(Stored records)

....

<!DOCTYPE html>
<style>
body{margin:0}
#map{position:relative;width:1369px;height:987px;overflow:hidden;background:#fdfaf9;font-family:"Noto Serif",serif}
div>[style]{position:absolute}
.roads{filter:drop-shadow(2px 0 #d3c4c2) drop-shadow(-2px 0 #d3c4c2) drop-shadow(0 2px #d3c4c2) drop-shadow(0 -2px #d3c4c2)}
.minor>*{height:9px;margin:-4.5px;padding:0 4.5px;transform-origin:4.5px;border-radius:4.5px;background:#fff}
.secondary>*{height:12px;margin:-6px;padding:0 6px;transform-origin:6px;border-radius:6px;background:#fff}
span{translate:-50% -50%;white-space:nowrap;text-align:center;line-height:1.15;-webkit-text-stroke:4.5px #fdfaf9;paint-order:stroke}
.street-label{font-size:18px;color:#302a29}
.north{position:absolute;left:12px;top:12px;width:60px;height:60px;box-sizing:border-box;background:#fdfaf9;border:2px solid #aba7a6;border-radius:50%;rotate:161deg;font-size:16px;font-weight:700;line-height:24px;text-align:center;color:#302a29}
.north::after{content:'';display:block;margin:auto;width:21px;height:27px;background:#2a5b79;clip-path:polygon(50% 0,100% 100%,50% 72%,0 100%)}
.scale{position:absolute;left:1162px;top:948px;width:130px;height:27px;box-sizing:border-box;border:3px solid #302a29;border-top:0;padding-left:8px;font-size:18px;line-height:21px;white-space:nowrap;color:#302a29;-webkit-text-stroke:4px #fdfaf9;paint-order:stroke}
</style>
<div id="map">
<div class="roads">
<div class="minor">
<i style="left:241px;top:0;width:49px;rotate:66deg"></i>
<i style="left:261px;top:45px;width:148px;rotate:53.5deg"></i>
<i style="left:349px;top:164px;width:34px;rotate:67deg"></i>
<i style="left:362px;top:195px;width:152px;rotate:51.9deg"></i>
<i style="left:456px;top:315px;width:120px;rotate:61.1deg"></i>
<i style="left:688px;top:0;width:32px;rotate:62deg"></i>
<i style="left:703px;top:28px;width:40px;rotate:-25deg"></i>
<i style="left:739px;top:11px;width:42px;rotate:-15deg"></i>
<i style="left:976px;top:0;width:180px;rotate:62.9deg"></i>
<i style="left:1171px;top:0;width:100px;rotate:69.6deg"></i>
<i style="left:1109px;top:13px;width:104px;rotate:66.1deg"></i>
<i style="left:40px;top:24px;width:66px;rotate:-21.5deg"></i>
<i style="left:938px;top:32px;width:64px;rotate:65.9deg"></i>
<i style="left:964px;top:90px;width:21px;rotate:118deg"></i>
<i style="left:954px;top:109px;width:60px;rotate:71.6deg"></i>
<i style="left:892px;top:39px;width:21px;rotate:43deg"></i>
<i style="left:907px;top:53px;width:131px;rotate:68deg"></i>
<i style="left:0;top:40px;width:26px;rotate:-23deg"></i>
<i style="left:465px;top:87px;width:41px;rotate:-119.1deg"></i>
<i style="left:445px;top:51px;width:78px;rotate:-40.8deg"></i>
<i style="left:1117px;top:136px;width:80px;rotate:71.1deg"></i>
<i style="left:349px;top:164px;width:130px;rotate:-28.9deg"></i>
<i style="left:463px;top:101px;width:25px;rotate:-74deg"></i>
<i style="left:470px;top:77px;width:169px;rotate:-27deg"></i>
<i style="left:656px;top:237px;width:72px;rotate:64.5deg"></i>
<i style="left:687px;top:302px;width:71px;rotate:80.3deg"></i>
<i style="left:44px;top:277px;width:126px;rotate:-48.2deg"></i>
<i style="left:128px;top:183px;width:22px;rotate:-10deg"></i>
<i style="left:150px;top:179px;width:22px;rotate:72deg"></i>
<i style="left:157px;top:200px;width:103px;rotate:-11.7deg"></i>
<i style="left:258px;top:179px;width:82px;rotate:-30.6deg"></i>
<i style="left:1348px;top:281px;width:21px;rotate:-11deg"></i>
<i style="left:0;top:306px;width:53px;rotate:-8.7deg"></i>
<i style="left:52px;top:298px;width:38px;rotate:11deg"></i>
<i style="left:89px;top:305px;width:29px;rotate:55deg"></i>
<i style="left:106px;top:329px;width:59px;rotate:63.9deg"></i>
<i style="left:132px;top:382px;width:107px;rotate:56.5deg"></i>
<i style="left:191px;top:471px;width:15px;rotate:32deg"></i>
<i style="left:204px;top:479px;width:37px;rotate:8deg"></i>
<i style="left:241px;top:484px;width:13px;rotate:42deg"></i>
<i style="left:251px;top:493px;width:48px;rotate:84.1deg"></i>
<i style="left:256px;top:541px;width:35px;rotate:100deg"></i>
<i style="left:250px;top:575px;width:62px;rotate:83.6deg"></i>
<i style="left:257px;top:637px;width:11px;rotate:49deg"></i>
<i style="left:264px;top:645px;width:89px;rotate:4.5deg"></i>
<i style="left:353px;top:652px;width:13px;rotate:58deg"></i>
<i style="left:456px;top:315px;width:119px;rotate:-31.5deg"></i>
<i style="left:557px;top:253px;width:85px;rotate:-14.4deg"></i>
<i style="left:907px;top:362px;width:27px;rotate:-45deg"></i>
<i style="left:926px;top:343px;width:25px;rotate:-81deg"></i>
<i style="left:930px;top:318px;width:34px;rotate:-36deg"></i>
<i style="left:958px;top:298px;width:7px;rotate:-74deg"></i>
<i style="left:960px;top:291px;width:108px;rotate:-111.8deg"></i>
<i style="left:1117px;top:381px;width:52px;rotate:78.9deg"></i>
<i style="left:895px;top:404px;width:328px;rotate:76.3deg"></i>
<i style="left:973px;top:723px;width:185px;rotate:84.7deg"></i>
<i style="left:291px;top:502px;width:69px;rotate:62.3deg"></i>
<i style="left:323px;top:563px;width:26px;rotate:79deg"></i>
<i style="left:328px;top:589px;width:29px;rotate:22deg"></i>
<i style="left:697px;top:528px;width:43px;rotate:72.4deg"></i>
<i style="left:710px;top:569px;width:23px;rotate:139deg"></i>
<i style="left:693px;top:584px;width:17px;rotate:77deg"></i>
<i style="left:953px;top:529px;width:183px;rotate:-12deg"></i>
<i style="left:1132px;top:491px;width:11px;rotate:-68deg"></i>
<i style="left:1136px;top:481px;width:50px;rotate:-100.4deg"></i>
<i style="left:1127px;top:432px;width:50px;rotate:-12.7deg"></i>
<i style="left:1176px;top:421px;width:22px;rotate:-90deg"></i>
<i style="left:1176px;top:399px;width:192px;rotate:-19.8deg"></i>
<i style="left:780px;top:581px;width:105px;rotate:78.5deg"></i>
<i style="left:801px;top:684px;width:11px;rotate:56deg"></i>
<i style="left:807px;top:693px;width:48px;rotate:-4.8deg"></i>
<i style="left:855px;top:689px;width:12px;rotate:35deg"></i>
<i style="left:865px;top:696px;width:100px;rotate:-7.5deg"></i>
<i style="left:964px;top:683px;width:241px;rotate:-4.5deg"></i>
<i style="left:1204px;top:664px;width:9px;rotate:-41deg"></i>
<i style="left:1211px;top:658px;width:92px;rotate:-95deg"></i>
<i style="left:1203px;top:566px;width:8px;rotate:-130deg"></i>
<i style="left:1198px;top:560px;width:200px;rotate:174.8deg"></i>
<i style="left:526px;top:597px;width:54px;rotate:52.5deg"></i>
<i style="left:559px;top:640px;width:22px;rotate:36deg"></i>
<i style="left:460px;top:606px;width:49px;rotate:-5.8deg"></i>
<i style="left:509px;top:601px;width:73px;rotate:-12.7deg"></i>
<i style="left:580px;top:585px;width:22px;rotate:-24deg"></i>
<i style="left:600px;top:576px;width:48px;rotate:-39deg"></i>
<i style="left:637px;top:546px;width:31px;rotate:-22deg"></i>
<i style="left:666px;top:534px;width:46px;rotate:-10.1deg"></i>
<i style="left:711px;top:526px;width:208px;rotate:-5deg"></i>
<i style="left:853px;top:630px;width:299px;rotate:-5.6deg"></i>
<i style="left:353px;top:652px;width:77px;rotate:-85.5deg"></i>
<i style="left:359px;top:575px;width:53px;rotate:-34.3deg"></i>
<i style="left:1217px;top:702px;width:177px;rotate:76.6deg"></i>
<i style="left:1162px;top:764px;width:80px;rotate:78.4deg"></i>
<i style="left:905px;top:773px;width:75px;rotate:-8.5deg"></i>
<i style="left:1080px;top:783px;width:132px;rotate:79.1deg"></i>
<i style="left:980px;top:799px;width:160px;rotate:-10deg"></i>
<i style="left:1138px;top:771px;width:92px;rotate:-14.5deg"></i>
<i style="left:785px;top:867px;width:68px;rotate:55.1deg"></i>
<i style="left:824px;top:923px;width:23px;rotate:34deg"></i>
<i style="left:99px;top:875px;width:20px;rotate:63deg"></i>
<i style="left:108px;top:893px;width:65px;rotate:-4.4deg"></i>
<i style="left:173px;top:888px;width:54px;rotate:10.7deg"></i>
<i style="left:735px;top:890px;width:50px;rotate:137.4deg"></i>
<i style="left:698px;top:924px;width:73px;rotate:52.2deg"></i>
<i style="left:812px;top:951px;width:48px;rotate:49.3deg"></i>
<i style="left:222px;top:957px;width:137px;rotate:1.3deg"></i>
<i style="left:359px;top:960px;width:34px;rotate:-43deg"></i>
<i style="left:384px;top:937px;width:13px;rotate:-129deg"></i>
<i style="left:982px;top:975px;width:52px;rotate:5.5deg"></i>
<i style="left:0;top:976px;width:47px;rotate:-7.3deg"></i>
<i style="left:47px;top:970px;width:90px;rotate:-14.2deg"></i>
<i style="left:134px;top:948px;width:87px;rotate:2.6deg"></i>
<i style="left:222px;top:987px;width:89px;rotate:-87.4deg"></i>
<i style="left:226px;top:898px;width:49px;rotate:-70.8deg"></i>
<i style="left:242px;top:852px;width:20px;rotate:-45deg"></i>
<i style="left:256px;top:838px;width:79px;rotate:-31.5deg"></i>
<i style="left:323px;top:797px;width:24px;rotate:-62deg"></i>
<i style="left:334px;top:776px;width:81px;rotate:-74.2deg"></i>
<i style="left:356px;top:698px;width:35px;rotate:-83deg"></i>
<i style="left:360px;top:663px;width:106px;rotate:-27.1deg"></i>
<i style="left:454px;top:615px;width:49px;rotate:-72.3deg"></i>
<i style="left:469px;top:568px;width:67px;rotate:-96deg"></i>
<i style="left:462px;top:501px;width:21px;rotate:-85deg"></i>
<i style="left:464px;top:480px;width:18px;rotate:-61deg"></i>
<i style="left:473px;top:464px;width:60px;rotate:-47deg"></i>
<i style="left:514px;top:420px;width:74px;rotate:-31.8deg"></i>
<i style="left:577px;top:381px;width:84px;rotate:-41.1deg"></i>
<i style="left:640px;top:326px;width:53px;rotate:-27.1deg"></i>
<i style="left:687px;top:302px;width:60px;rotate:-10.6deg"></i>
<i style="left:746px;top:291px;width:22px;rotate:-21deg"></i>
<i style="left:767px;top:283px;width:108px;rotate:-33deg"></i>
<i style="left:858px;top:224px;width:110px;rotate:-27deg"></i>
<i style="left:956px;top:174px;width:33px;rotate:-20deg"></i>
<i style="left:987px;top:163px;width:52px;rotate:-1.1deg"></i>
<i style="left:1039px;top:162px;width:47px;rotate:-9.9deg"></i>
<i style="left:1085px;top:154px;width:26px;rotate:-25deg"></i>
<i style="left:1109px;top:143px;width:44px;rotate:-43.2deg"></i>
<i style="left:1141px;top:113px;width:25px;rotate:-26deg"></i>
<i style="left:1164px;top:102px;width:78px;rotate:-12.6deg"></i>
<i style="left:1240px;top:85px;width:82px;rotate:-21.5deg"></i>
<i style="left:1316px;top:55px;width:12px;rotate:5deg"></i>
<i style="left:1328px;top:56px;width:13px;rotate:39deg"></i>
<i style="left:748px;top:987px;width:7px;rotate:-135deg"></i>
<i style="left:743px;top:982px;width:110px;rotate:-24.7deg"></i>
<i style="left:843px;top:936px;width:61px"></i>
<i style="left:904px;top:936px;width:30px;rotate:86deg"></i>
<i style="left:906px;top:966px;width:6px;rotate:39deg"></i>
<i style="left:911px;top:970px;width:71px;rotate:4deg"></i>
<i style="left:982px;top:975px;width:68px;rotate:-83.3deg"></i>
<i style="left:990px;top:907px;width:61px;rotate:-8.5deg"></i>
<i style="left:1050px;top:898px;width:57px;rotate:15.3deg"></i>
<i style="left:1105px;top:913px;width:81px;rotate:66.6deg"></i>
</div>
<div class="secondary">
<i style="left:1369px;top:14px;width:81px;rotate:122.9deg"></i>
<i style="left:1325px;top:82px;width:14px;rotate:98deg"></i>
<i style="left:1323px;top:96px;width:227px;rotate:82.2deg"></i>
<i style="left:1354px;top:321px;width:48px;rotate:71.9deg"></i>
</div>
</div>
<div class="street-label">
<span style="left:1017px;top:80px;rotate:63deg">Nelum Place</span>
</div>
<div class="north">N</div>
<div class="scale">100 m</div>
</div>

....

About this exercise:
Up to and including the line that contains "0 #d3c4c2) drop-shadow(-2px", output the records above exactly, beginning with their first line.

Output for this exercise:
<!DOCTYPE html>
<style>
body{margin:0}
#map{position:relative;width:1369px;height:987px;overflow:hidden;background:#fdfaf9;font-family:"Noto Serif",serif}
div>[style]{position:absolute}
.roads{filter:drop-shadow(2px 0 #d3c4c2) drop-shadow(-2px 0 #d3c4c2) drop-shadow(0 2px #d3c4c2) drop-shadow(0 -2px #d3c4c2)}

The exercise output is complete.